Quick Links

Re: Erroneous cost estimation for nested loop join

From:	KAWAMICHI Ryoji <kawamichi(at)tkl(dot)iis(dot)u-tokyo(dot)ac(dot)jp>
To:	pgsql-hackers <pgsql-hackers(at)postgresql(dot)org>
Cc:	Robert Haas <robertmhaas(at)gmail(dot)com>
Subject:	Re: Erroneous cost estimation for nested loop join
Date:	2015-11-30 07:29:43
Message-ID:	1883234852.1782871.1448868583436.JavaMail.zimbra@tkl.iis.u-tokyo.ac.jp
Views:	Whole Thread \| Raw Message \| Download mbox \| Resend email
Thread:
Lists:	pgsql-hackers

Robert Haas <robertmhaas(at)gmail(dot)com> wrote:
>
> - If we're sequential scanning a small table, let's say less than 1/4
> of shared_buffers, which is the point where synchronized scans kick
> in, then assume the data is coming from shared_buffers.
> - If we're scanning a medium-sized table, let's say less than
> effective_cache_size, then assume the data is coming from the OS
> cache. Maybe this is the same cost as the previous case, or maybe
> it's slightly more.
> - Otherwise, assume that the first effective_cache_size pages are
> coming from cache and the rest has to be read from disk.

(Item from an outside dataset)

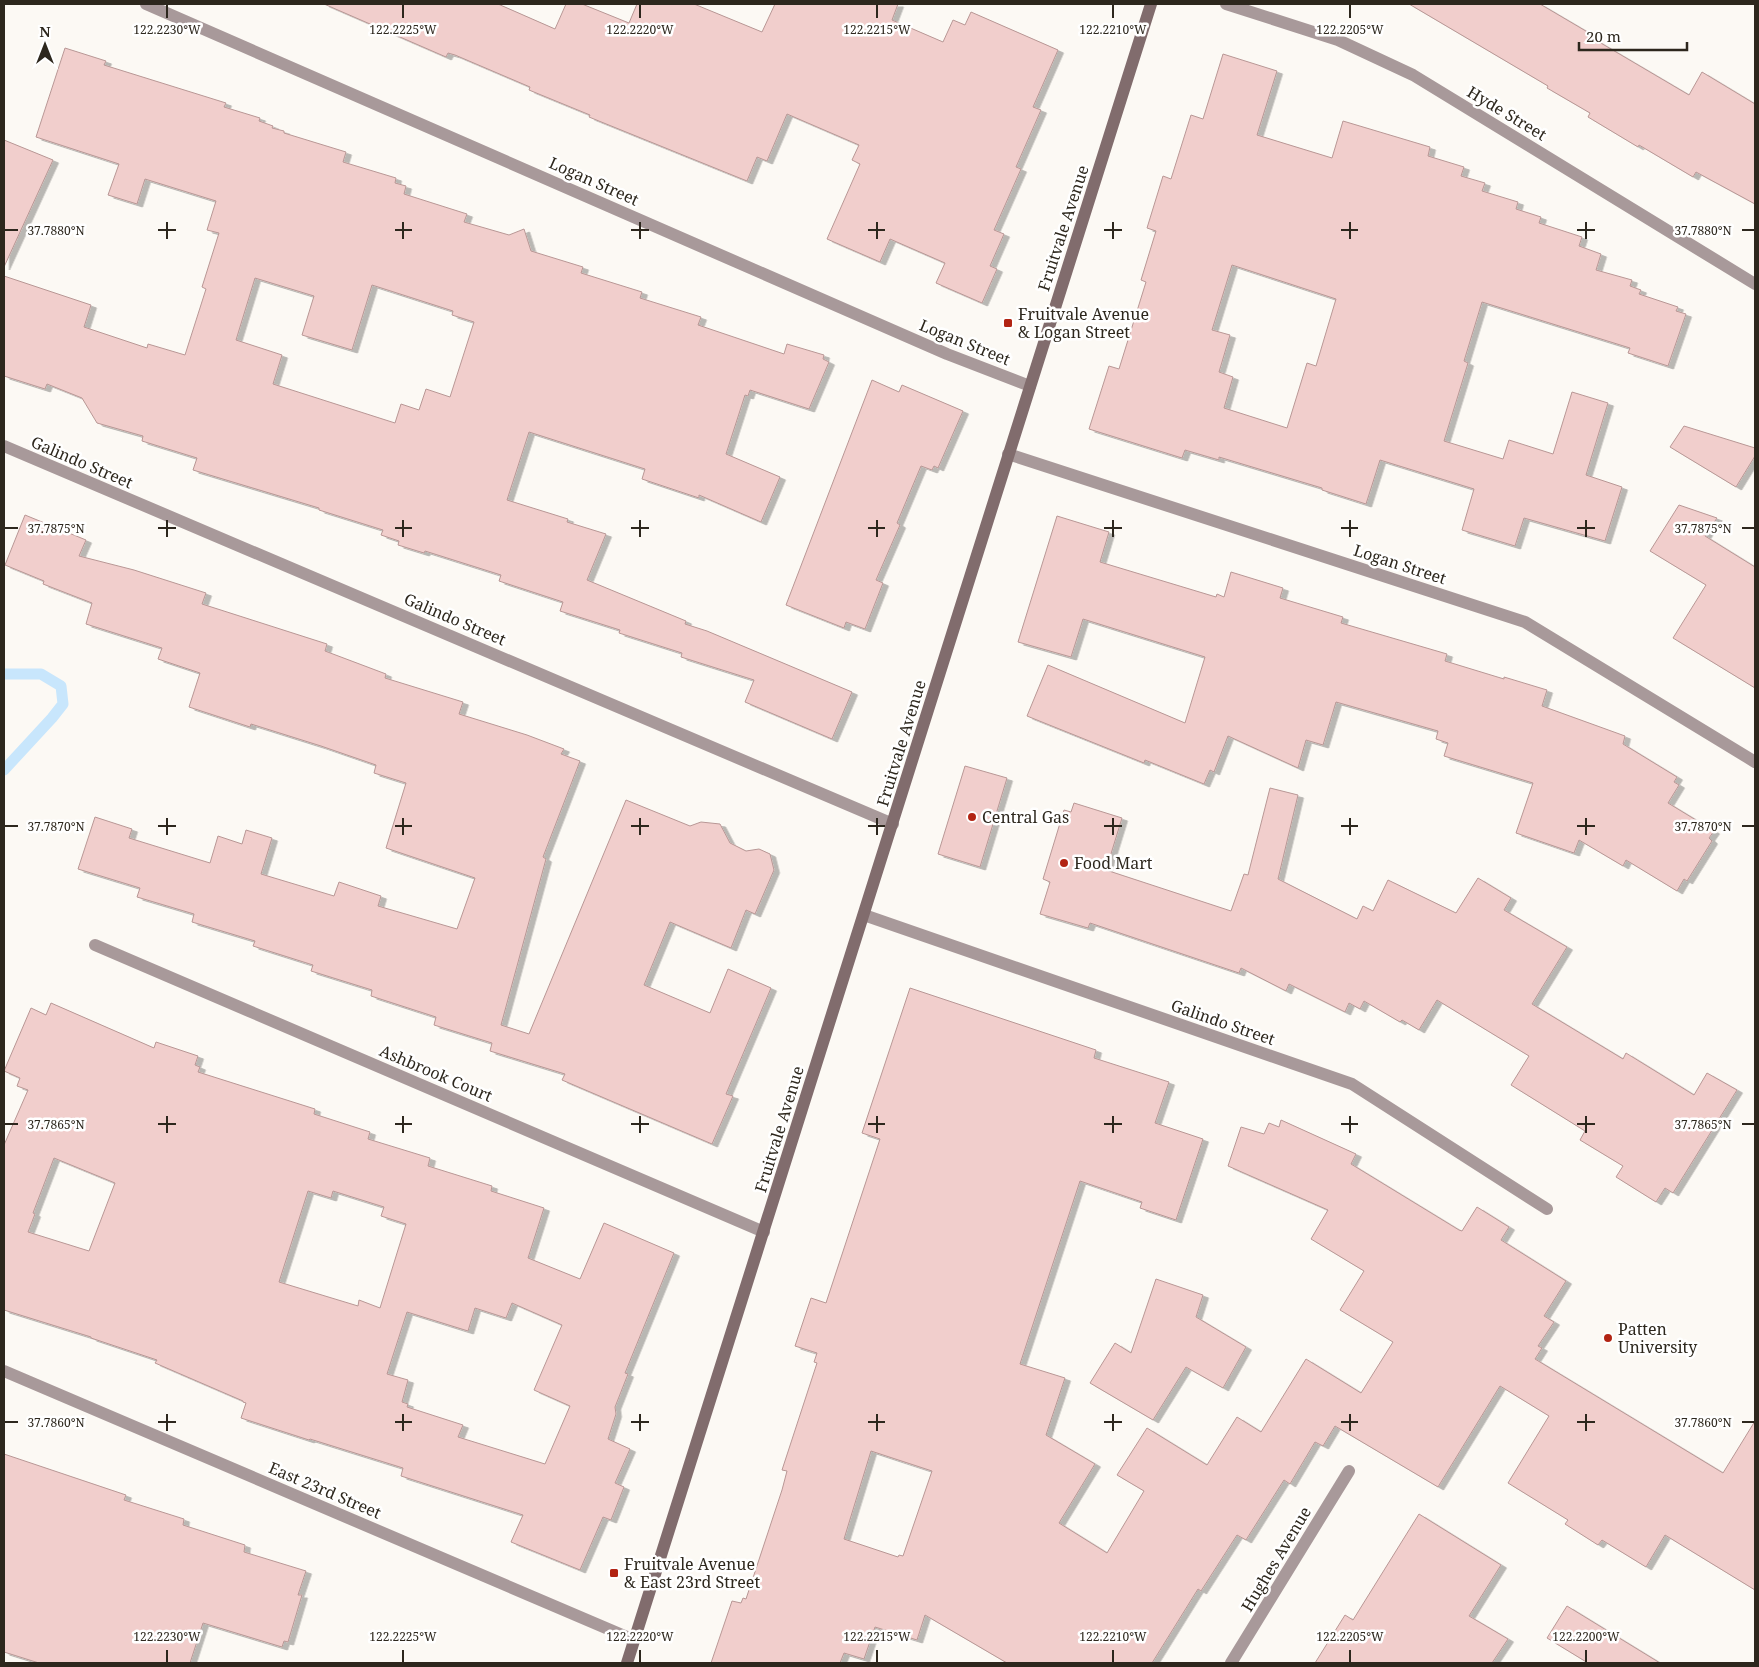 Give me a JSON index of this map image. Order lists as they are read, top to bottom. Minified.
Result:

This is
> perhaps unrealistic, but we don't want the cost curve to be
> discontinuous.

I think this improvement is so reasonable, and I expect it will be merged
into current optimizer code.

> A problem with this sort of thing, of course, is that it's really hard
> to test a proposed change broadly enough to be certain how it will
> play out in the real world.

That’s the problem we’re really interested in and trying to tackle.

For example, with extensive experiments, I’m really sure my modification of
cost model is effective for our environment, but I can’t see if it is also
efficient or unfortunately harmful in general environments.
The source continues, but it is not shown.